** Opening Records supplied block **

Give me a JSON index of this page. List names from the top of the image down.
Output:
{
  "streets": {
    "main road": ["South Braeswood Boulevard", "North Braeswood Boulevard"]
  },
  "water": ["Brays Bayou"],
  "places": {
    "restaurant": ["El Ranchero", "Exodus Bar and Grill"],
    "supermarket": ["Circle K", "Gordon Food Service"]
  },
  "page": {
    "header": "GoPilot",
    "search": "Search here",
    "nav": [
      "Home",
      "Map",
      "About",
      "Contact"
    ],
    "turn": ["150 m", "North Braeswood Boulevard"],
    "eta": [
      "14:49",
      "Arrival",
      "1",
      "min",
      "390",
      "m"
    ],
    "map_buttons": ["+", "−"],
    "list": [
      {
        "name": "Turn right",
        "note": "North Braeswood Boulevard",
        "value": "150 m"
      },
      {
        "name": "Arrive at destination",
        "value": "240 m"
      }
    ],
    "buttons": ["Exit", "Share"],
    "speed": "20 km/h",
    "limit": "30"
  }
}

** Closing Records supplied block **
** Opening Records supplied block **

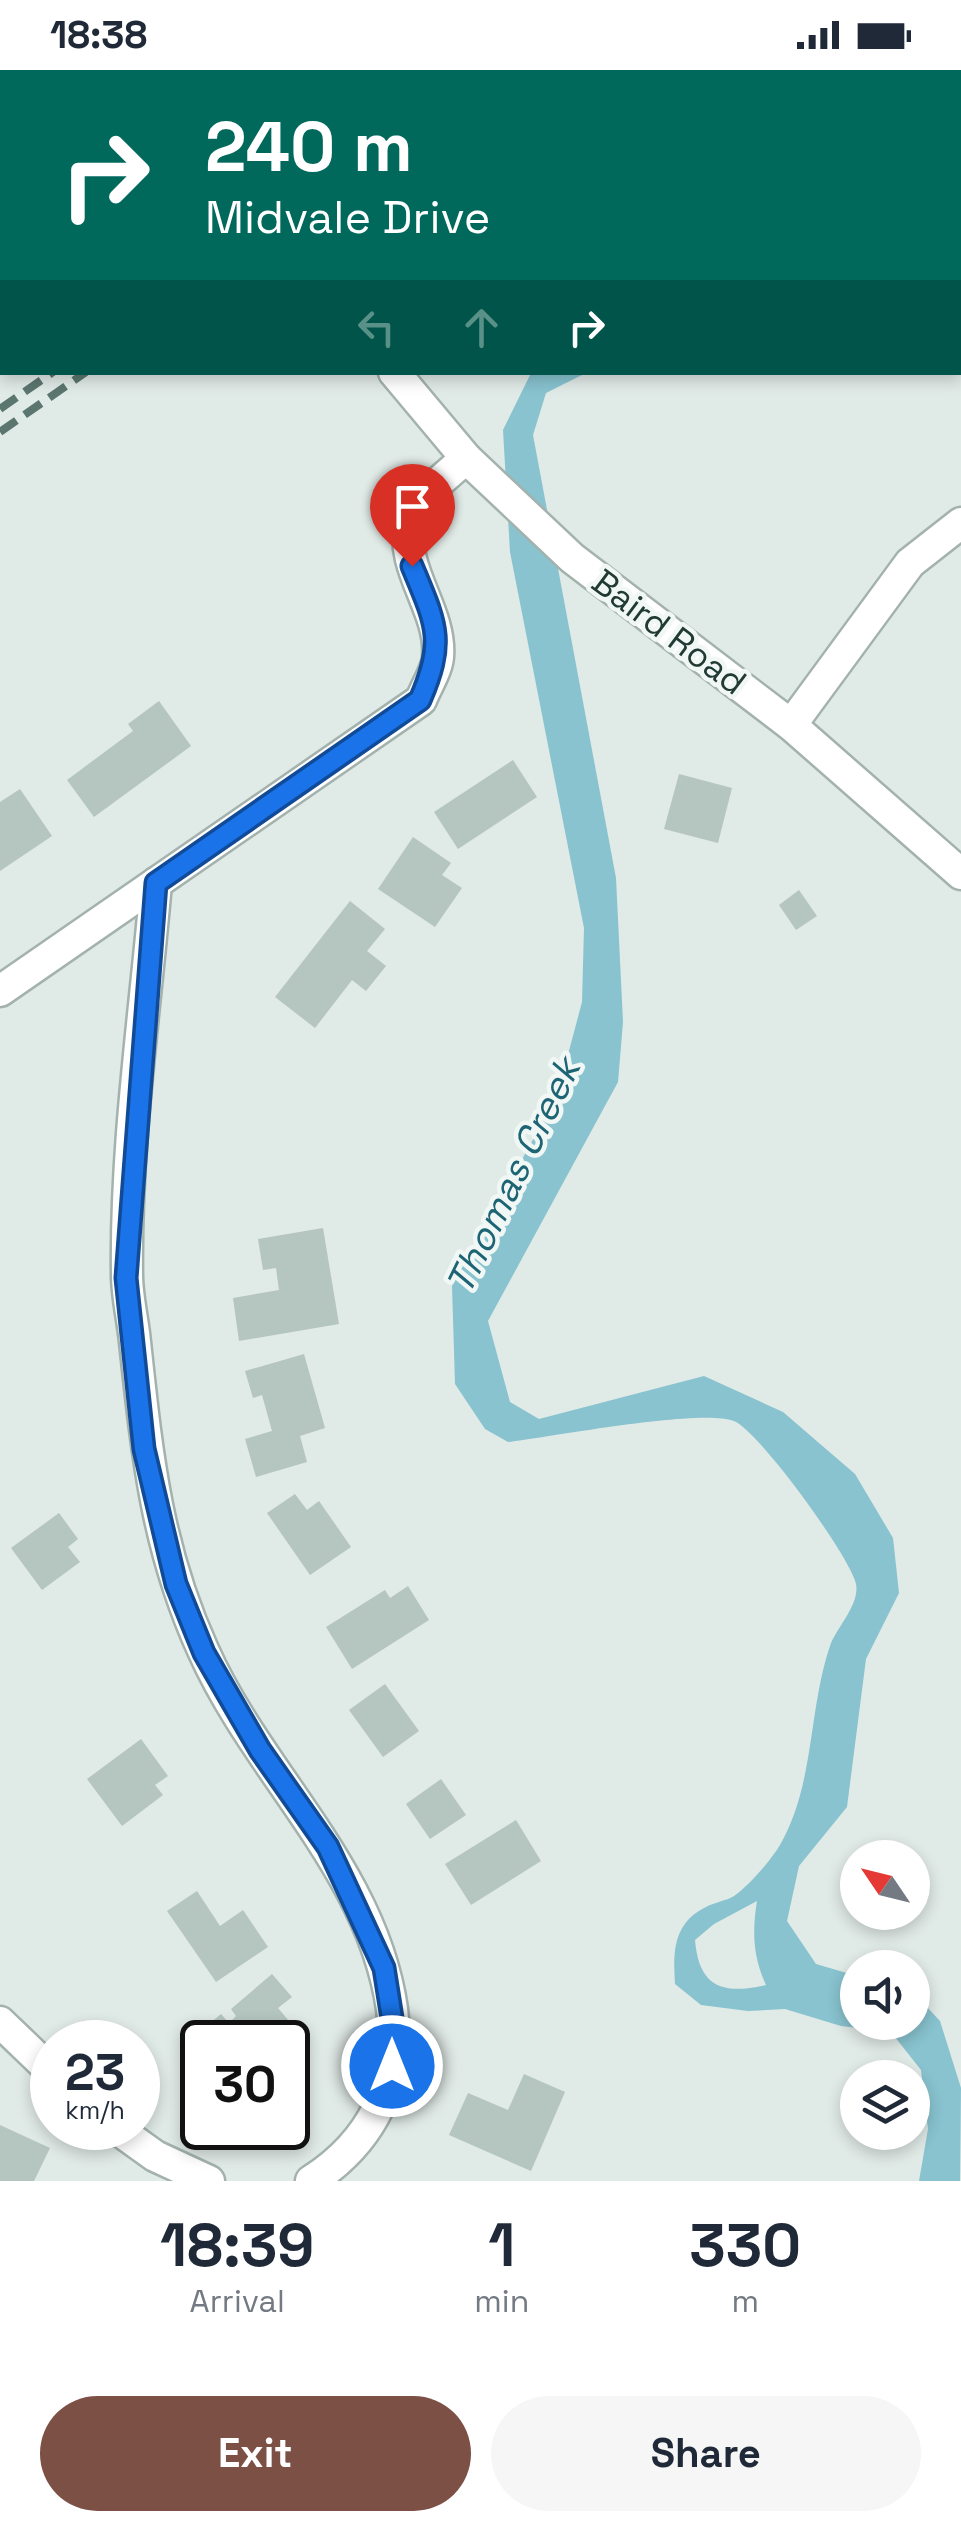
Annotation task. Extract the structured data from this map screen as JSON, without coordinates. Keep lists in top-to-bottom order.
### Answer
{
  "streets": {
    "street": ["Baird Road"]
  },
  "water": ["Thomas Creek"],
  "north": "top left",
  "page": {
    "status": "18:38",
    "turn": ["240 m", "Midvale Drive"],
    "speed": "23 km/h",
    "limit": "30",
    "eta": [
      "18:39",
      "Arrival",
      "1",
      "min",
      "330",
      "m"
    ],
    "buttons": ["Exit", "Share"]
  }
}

** Closing Records supplied block **
** Opening Records supplied block **

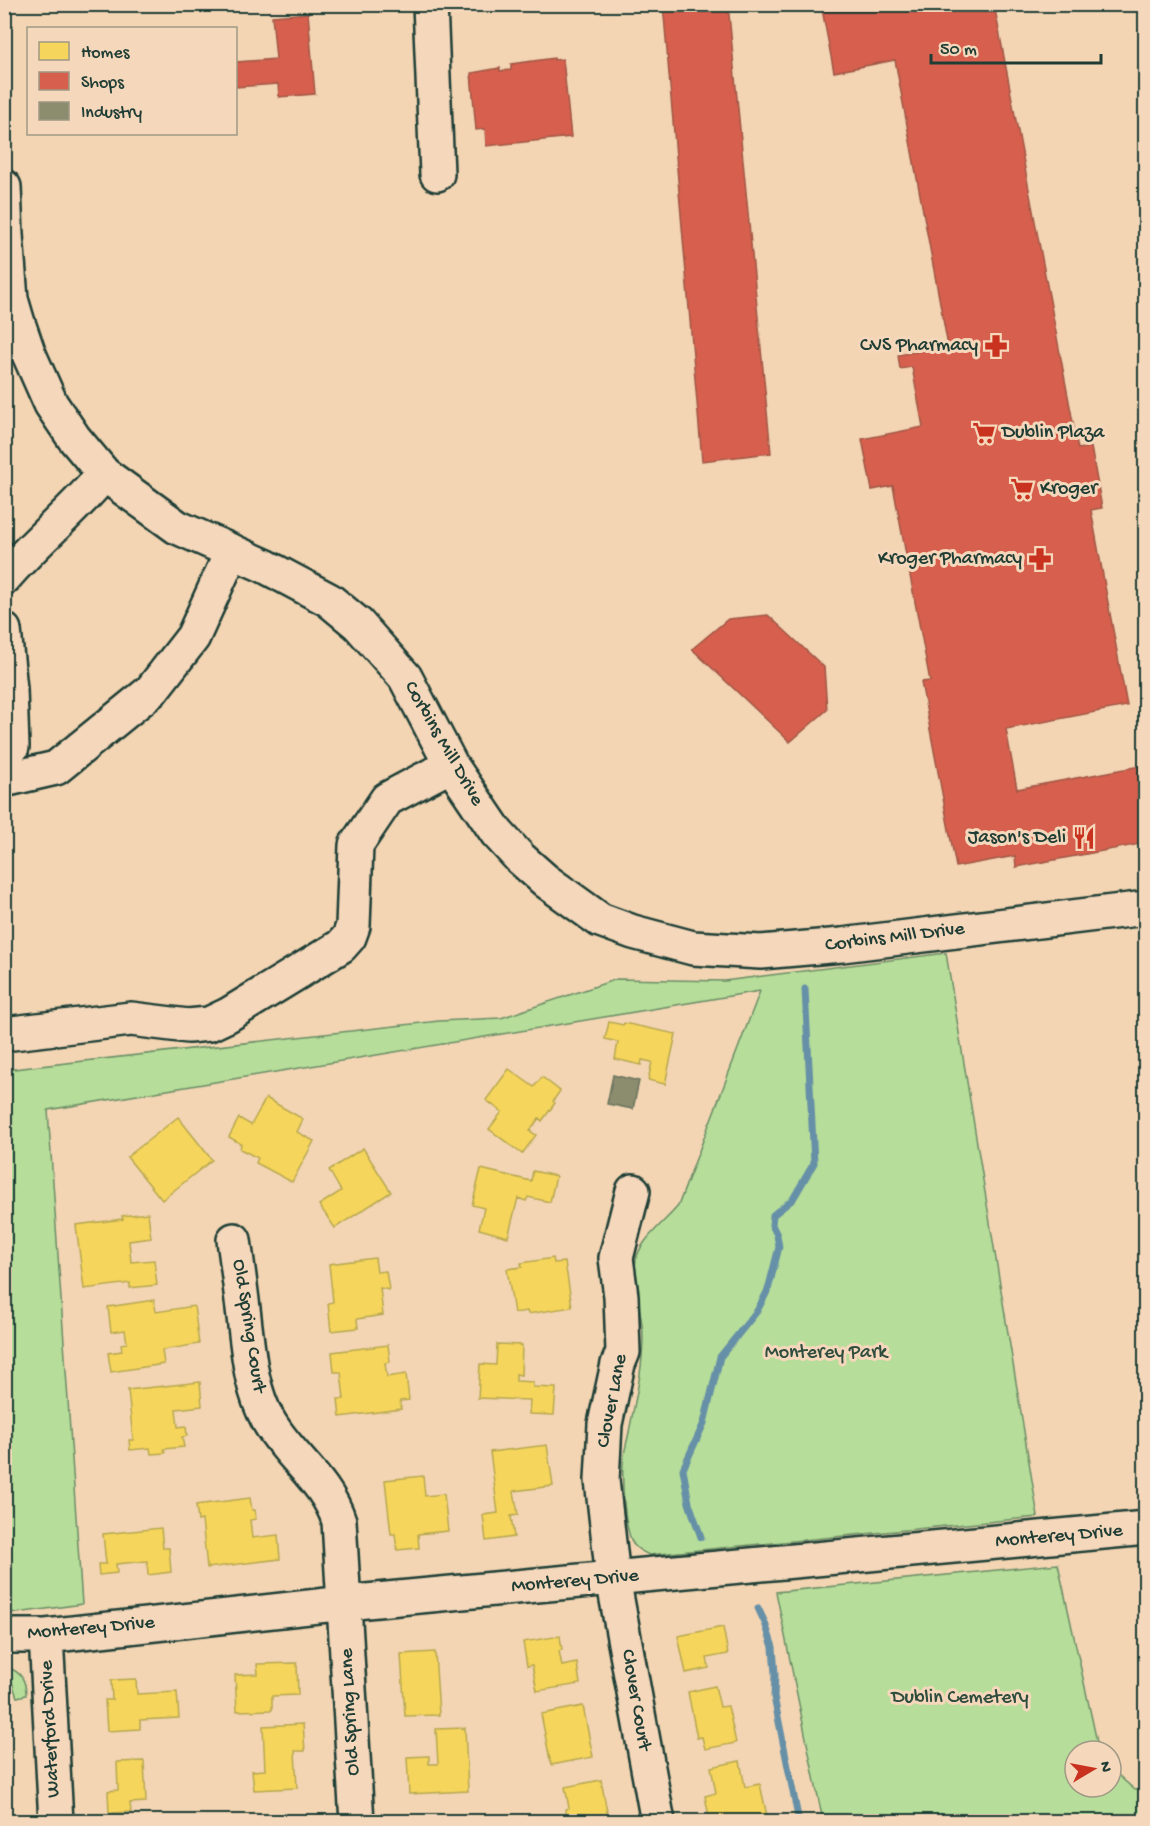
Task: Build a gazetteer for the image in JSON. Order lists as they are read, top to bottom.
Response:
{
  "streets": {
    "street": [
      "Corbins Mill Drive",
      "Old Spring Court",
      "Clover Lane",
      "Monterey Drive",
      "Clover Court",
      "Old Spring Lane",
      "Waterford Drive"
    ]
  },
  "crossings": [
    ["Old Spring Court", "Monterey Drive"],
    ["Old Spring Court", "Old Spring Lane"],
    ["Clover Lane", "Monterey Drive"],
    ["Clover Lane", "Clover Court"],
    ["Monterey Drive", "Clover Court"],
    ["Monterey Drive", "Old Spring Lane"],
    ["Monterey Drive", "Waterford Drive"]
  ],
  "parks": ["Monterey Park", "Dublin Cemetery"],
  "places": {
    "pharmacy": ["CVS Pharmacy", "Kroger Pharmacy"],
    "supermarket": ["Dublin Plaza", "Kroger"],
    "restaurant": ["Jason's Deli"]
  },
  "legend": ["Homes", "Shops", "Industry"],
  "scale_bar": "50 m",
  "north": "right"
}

** Closing Records supplied block **

#### Task goal
Lines containing the word "bottom" must all be returned from the material above.

#### Solution below
Annotation task. Extract the structured data from this map screen as JSON, without coordinates. Keep lists in top-to-bottom order.
Task: Build a gazetteer for the image in JSON. Order lists as they are read, top to bottom.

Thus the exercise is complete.